Nella sua assoluta libertà, Dio non è condizionato da alcuna causa e non è sottoposto ad alcuna costrizione. L’esichia (o preghiera del cuore) esige invece una totale rinuncia di se stessi, compreso il “diritto” al successo della propria opera ascetica. Ed è solo la decisione d’accettare una simile sofferenza per meglio osservare i comandamenti che, di fatto e non per diritto, attrae la grazia di Dio, e solo se questo sforzo viene compiuto con uno spirito di umiltà.
Un orgoglioso non giungerà mai alla vera unione con Dio qualunque sia il mezzo che usa. L’aspirazione umana – in quanto tale – è impotente ad unire la mente all’abisso del cuore; ed anche se l’uomo vi giunge da solo, vi penetrerà solo fino a un certo punto, e non vedrà che se stesso, la sua bellezza creata – senz’altro sublime in quanto fatta a immagine di Dio, – ma non vi troverà mai Dio.
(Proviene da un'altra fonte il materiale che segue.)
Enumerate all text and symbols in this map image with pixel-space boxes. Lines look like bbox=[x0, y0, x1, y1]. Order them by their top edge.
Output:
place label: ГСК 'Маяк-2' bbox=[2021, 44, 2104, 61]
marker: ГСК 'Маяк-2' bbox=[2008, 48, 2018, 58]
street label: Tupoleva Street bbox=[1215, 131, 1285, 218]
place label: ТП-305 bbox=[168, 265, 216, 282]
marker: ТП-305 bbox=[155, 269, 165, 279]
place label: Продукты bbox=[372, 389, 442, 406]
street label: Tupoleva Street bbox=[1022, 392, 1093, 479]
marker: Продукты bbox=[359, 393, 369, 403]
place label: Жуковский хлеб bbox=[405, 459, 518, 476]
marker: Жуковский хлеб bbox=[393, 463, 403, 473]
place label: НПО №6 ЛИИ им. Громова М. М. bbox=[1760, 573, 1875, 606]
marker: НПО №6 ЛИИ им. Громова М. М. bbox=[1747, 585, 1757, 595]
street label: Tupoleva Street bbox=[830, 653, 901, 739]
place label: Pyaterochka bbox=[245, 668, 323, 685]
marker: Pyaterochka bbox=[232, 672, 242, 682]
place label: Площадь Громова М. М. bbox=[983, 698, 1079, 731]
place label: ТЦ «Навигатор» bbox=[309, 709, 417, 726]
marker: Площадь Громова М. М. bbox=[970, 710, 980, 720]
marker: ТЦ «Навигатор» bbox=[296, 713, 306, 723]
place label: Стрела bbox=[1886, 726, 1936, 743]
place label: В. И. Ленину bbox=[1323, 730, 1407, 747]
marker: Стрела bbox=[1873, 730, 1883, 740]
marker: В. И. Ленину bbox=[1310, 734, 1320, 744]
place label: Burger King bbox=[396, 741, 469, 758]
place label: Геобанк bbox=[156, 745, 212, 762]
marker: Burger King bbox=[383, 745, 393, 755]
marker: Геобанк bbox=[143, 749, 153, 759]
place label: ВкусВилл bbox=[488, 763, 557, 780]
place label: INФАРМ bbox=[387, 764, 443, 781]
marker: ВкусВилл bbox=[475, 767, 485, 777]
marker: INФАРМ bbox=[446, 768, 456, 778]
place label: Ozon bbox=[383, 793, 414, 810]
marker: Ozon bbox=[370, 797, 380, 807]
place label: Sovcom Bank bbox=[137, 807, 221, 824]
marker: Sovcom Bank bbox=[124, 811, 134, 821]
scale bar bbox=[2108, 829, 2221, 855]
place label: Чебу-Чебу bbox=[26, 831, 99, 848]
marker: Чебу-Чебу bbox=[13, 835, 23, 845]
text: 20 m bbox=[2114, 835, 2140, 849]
Il beato staretz [Silvano del monte Athos] ricorse allora, in questa lotta per l’umiltà, ad un’arma di fuoco, a quel comando che gli era venuto da Dio “Mantieni il tuo spirito agli inferi, e non disperare”.
Ma quest’uomo – tutt’altro che un letterato: un “semplice”, un “ignorante” – ha conosciuto molto volte lo stato della pura contemplazione di Dio. Aveva dunque buoni motivi per dire: “Se la tua preghiera è pura tu sei teologo”; o ancora: “Sulla terra ci sono molti credenti, ma rari sono coloro che conoscono Dio”.
Per conoscenza non intendeva le teorie gnostiche, né le speculazioni teologiche, ma l’esperienza della viva comunione, l’esperienza della reale unione con la Luce divina.
La conoscenza è co-esistenza, cioè comunione nell’esistenza.